Stored data entries
*** Block opens ***
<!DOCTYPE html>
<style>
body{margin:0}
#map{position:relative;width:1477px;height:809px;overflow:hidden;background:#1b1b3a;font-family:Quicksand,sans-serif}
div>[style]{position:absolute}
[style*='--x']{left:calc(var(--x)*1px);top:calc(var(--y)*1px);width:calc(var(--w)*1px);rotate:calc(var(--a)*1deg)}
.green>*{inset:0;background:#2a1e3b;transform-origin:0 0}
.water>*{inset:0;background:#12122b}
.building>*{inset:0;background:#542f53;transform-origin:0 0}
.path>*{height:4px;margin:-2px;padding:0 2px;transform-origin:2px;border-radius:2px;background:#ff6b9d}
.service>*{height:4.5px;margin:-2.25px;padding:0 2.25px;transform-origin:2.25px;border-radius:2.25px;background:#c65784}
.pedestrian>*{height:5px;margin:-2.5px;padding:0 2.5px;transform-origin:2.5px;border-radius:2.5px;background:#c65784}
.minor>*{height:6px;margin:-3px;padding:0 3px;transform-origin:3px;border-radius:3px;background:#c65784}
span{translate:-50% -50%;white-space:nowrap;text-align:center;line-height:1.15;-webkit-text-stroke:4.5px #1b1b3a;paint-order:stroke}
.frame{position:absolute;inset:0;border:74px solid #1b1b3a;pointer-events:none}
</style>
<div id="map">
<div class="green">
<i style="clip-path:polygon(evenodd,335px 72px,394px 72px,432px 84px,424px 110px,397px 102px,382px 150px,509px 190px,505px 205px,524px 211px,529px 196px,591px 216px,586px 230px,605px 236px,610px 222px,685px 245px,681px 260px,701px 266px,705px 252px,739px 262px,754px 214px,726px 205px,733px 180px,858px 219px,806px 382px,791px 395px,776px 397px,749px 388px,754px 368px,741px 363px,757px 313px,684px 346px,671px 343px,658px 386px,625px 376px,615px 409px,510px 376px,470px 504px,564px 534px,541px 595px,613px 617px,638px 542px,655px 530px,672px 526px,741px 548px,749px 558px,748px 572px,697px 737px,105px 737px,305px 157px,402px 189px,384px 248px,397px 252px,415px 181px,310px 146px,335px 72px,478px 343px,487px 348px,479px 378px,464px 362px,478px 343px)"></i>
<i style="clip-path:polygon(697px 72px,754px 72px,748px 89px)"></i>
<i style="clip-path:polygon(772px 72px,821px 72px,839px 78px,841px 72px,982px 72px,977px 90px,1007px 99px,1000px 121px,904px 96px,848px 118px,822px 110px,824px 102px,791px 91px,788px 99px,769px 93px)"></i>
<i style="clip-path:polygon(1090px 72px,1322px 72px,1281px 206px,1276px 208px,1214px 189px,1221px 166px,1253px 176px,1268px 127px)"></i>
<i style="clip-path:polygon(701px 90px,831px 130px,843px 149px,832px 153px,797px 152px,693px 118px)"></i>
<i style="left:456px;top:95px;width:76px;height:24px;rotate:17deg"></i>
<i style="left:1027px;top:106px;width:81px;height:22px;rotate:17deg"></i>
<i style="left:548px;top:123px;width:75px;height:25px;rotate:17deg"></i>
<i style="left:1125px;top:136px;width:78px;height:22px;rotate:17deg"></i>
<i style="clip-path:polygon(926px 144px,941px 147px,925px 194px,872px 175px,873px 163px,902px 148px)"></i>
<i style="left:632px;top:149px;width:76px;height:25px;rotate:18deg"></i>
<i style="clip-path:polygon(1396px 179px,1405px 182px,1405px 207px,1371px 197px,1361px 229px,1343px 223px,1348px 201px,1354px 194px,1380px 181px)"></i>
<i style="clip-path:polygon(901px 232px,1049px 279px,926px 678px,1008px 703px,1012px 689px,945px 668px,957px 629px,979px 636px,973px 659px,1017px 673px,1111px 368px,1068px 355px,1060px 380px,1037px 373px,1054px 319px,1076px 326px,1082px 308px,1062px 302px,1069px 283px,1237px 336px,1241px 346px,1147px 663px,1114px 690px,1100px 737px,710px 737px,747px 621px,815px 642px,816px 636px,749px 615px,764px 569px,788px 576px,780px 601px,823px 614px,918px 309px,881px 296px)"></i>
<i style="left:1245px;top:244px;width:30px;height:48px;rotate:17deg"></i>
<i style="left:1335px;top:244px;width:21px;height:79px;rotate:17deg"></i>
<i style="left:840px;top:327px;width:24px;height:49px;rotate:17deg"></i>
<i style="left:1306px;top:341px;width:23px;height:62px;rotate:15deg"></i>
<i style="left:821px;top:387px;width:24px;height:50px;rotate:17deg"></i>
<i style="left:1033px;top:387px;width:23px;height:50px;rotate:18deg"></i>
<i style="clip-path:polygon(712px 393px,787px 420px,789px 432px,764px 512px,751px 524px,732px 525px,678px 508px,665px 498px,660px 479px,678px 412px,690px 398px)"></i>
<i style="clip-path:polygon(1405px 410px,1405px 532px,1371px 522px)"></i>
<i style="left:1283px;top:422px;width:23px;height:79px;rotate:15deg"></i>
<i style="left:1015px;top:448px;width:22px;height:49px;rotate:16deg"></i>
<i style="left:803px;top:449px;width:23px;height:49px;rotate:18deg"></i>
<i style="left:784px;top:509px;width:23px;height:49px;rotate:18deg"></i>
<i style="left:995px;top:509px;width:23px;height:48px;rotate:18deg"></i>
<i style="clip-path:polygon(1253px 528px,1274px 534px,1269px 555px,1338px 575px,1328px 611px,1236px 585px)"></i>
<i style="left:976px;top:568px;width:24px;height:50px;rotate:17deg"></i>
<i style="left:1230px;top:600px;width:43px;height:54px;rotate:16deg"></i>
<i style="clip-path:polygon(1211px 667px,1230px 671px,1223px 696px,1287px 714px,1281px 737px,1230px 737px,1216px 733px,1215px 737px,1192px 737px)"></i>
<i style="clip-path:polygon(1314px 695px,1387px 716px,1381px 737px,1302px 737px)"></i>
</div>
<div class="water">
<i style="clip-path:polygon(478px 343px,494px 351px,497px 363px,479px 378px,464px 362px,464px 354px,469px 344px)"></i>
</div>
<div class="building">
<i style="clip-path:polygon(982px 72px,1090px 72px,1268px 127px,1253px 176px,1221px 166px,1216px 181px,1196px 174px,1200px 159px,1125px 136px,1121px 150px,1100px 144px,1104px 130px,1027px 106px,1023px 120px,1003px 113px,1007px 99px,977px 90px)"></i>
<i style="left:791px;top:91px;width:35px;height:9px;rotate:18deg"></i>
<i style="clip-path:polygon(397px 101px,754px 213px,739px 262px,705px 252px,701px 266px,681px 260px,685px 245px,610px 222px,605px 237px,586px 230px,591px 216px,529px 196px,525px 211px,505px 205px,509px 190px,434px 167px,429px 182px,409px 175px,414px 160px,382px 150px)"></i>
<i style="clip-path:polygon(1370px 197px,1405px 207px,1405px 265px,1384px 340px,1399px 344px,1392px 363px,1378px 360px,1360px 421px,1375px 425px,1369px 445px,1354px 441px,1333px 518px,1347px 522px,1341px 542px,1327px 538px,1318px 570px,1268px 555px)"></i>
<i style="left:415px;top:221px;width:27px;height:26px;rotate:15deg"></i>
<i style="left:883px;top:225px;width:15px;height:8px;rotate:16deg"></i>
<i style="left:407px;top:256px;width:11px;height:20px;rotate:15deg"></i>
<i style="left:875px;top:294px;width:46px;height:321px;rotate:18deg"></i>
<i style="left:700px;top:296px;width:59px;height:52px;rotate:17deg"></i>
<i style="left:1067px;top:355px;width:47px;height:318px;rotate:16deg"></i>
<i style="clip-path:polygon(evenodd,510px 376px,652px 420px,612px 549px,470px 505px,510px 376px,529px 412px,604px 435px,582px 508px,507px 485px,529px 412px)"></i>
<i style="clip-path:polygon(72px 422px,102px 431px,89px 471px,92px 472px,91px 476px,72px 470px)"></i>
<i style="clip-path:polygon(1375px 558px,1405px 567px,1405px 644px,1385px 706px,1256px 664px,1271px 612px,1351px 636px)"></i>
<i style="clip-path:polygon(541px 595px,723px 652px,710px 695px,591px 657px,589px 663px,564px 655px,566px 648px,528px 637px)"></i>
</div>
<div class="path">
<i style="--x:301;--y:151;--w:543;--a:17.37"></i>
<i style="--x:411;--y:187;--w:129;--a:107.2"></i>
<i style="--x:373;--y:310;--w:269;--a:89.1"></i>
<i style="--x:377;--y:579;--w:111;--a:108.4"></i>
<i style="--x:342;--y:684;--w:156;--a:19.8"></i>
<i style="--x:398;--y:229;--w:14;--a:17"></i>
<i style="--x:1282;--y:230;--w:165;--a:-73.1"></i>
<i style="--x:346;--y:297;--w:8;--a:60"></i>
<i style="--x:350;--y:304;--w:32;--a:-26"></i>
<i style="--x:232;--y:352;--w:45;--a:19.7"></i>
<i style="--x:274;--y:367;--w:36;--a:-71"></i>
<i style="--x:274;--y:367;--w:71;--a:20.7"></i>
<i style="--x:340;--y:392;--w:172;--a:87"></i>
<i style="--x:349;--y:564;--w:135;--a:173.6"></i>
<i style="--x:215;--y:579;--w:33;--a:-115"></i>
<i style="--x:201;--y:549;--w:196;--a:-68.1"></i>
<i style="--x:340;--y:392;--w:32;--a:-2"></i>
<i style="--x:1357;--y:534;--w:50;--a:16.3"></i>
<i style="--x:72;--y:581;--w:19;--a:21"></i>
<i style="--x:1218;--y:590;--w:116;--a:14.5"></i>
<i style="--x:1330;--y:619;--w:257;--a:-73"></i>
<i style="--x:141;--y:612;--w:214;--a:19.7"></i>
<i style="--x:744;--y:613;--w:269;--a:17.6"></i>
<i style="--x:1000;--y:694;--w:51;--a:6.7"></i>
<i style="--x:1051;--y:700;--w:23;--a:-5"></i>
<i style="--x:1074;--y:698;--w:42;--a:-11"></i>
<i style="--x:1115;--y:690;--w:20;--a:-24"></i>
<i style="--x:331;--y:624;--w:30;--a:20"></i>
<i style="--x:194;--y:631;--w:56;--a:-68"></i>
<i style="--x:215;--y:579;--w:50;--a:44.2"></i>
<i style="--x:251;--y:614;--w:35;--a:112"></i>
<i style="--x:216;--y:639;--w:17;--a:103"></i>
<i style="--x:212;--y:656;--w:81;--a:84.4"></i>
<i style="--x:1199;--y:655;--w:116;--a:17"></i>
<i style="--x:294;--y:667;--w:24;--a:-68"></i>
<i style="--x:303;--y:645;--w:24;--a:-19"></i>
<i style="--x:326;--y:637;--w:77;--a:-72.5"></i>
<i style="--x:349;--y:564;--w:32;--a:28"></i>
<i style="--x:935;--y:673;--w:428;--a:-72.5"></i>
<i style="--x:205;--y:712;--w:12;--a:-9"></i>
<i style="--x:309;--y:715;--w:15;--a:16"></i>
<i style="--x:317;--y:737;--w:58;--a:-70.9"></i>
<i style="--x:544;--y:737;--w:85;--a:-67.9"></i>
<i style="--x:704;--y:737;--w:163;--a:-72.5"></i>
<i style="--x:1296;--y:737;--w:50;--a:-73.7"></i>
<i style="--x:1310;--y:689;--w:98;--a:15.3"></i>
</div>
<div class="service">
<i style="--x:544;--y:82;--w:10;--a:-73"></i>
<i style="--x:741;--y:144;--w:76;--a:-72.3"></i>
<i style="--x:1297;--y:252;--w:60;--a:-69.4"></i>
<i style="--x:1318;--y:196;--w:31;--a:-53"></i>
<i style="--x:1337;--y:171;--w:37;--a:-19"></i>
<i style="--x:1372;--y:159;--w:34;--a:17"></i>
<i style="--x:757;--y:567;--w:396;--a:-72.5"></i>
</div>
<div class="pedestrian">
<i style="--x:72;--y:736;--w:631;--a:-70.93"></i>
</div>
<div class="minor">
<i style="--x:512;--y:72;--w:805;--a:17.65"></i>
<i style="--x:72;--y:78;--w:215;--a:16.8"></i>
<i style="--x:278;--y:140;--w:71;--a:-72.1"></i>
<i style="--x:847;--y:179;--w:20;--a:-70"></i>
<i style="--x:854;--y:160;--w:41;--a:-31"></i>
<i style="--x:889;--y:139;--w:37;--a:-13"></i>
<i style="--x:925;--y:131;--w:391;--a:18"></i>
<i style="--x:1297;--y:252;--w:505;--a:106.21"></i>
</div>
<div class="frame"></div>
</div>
*** Block closes ***
*Work instruction*:
Only the number of lines in the data that hold "green" should be stated.

*Your solution*:
2